The Prime Minister also encouraged the Directors to take their time to read and watch informative media coverage of issues.

He said this is an essential part of any leader’s life. 

“Firstly as a director you must read all information, big or small about the organization you are a director of, why they are appearing in the media and more importantly, board papers that are given out every month,” he said. 

“A director must also be aware of what is happening with the organization so that decision making is based on good research and facts not hearsay.

“Expanding your knowledge on the core roles of the organization you are a director of reflects commitment to your role, passion and motivation to perform your duties to the best of your ability. Do not become one of those directors that only open their board papers when they get to the board meetings.”

Great leadership is of critical importance for Samoa.
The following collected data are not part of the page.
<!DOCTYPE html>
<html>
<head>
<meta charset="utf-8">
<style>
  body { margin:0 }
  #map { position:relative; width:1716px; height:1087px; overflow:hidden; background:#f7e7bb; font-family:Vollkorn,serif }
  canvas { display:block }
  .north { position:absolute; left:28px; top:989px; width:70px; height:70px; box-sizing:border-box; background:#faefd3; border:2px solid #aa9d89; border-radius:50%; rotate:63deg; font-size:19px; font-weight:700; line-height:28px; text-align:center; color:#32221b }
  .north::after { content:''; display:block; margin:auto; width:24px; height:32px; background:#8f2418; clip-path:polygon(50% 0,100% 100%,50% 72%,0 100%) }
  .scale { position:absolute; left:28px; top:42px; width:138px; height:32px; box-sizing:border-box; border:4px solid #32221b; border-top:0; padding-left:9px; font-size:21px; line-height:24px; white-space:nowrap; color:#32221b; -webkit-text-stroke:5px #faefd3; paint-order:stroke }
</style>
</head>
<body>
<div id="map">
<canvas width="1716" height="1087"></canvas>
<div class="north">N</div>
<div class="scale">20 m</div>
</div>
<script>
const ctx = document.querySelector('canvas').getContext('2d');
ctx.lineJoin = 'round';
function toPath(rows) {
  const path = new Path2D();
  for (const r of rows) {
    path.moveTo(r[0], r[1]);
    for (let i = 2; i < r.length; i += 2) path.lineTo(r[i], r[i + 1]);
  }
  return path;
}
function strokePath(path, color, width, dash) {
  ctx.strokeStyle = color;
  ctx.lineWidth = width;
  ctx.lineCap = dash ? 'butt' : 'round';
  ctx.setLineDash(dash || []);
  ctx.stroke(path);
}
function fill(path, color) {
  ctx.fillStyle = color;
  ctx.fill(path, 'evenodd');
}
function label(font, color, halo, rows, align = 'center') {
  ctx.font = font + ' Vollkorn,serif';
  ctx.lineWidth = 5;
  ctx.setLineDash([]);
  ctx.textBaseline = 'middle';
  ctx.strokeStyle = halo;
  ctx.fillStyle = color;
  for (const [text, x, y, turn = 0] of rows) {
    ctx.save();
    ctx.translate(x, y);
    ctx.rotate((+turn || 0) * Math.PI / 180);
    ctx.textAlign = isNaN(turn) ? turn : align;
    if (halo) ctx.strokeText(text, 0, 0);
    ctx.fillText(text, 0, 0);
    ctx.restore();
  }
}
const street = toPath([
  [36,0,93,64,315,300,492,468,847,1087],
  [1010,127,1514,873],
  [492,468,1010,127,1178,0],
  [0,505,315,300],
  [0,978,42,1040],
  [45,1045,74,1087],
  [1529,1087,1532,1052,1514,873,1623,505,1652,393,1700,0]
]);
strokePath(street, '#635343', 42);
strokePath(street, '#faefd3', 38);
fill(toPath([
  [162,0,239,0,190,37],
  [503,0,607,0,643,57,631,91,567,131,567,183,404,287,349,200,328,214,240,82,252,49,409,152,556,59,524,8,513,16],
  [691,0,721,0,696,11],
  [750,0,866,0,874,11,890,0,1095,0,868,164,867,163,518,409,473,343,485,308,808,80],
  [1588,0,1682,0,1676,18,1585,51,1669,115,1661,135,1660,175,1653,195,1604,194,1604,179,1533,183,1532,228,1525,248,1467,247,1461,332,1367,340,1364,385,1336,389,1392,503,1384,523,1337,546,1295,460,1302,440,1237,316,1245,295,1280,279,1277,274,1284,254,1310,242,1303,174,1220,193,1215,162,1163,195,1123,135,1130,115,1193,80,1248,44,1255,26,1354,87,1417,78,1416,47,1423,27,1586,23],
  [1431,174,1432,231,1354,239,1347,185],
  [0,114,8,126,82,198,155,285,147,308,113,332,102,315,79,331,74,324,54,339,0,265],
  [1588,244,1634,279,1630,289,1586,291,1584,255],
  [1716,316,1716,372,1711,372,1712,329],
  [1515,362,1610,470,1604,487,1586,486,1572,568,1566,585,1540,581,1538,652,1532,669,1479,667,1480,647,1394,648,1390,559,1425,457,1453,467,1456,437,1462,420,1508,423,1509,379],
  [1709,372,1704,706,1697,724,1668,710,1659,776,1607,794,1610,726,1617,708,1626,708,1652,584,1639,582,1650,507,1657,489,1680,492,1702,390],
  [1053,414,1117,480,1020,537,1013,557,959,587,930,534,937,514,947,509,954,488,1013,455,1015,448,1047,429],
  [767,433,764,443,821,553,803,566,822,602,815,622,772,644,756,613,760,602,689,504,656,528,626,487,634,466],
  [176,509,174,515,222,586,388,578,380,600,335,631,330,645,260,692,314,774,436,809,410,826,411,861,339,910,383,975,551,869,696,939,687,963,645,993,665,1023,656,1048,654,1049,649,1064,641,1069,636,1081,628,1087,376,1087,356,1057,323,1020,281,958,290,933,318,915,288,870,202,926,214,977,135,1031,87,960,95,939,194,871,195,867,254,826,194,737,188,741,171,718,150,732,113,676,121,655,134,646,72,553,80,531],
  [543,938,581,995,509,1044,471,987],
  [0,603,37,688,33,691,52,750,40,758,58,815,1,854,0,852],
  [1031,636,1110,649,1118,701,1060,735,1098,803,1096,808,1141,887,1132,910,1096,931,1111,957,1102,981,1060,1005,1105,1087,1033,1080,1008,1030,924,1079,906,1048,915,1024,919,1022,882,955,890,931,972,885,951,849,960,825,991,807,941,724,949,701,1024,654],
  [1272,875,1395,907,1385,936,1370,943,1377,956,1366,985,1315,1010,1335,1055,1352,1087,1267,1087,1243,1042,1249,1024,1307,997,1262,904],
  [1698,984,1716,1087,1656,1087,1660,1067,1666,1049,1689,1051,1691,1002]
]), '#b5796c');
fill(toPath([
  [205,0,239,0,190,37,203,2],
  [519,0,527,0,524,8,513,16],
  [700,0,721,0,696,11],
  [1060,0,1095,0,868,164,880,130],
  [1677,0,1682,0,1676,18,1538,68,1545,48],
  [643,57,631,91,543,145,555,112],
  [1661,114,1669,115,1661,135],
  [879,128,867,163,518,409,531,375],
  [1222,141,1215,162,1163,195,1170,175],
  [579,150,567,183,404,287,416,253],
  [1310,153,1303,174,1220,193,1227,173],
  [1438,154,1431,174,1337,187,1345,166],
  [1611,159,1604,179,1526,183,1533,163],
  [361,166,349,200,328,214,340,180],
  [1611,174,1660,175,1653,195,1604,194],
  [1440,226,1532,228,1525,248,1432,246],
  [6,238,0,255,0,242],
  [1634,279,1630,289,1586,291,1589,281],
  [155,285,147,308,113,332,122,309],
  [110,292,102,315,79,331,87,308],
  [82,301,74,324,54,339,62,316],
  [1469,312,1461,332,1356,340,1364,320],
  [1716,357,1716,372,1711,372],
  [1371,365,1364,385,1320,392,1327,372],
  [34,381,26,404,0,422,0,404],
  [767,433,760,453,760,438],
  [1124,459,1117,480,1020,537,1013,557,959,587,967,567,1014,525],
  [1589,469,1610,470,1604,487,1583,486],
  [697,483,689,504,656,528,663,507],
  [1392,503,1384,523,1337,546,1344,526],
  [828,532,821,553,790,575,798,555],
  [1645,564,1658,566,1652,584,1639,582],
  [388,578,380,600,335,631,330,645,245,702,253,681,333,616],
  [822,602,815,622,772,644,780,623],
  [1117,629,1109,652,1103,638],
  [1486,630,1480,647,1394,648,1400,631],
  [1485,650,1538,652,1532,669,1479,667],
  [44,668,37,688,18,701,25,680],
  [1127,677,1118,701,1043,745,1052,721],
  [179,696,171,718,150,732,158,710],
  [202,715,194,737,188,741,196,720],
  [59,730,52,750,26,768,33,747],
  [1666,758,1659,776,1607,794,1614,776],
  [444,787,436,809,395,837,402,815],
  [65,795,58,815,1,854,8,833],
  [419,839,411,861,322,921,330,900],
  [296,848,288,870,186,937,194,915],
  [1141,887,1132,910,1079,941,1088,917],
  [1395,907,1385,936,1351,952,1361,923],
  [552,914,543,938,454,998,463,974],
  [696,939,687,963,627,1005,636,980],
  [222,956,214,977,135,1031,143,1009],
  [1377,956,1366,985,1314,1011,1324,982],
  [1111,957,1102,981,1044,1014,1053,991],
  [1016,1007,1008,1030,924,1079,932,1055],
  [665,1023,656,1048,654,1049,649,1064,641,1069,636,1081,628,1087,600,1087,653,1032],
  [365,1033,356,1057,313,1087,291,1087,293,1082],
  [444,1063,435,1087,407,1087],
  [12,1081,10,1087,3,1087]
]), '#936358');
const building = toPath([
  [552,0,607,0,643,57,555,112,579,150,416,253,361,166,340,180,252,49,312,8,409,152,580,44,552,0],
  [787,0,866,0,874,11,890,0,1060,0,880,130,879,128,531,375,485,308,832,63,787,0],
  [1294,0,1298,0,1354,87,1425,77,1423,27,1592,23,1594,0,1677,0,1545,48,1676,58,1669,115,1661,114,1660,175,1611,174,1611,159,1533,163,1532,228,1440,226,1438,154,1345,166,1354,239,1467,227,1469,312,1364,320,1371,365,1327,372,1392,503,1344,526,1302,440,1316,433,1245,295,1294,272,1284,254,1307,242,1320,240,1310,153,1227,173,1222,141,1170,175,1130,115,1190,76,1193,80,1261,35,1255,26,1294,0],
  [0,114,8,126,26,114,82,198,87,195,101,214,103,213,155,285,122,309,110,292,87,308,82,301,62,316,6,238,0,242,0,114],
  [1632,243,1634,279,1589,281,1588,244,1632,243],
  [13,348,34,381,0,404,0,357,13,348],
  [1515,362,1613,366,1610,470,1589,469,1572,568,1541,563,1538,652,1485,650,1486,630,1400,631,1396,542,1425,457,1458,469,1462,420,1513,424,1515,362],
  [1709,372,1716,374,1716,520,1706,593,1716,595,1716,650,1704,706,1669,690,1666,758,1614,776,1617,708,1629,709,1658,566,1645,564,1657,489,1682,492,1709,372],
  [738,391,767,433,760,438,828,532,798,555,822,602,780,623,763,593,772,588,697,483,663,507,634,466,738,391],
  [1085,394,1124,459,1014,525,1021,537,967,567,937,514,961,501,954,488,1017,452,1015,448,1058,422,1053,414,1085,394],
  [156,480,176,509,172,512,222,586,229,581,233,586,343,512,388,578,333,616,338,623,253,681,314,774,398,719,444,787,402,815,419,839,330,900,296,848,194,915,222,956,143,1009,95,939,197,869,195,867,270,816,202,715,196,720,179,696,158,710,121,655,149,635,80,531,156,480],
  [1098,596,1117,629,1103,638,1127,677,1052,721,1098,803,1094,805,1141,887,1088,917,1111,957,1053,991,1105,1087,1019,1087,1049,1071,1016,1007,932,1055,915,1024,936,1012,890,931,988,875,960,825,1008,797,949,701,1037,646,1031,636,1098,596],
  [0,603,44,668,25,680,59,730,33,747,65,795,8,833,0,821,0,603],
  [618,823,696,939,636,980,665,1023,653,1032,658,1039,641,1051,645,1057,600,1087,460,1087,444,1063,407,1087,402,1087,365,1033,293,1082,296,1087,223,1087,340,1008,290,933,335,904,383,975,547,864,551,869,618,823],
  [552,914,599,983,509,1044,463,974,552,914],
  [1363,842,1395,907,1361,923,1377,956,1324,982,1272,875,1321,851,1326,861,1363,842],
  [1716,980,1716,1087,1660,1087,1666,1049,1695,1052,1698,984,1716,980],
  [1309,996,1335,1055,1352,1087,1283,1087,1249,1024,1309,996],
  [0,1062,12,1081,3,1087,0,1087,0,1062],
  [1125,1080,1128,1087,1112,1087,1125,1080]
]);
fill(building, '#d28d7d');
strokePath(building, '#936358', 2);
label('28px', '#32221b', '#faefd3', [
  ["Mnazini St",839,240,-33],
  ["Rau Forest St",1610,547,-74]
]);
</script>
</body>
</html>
Board members play a vital role in the development of the nation.

“Essentially, board members have been selected to work with management to achieve the performance targets set by government or each organization providing various services to the community,” Tuilaepa explained. 

“What is often misunderstood by directors, is that at the board level, effective leadership no longer relies solely on ‘a one man band’ not the Chairman or Chairwoman, so to speak, but every director on the board must be diligent and participate with confidence when making board decisions. 

“Collective responsibility in the board room, means active discussions and the sharing of information that will assist the board make the best decision.”

The Prime Minister also delved into the decision to appoint members from the private sector onto Government boards.

 He said this is premised on the idea that “if you bring the appropriate people together in constructive ways with good information, they will create inspired visions and strategies for addressing the shared concerns of the organization and community. 

“To elaborate further, directors should aspire to work together with management to achieve the priority area outcomes set out in the current ‘Strategy for the Development of Samoa.’ The board and management will need to find a way to work collaboratively to provide the services for the community.”

Tuilaepa then suggested a new mantra for all Government Boards. 

“Collaborative leadership, I suggest, should be the new mantra for Directors as this encourages directors in the board to work together to achieve set goals for the common good and at the same time, they also gain satisfaction from participating collaboratively to achieve results for the organization. 

“It is important to emphasise, that as Directors, how you decide is as important as what you decide. There is often a tendency to choose to focus on a solution rather than the process that brings us to the solution. 

“In today’s world, collaboration when it works, builds the characteristics of organizations and communities, allowing people to deal with future issues in constructive ways.”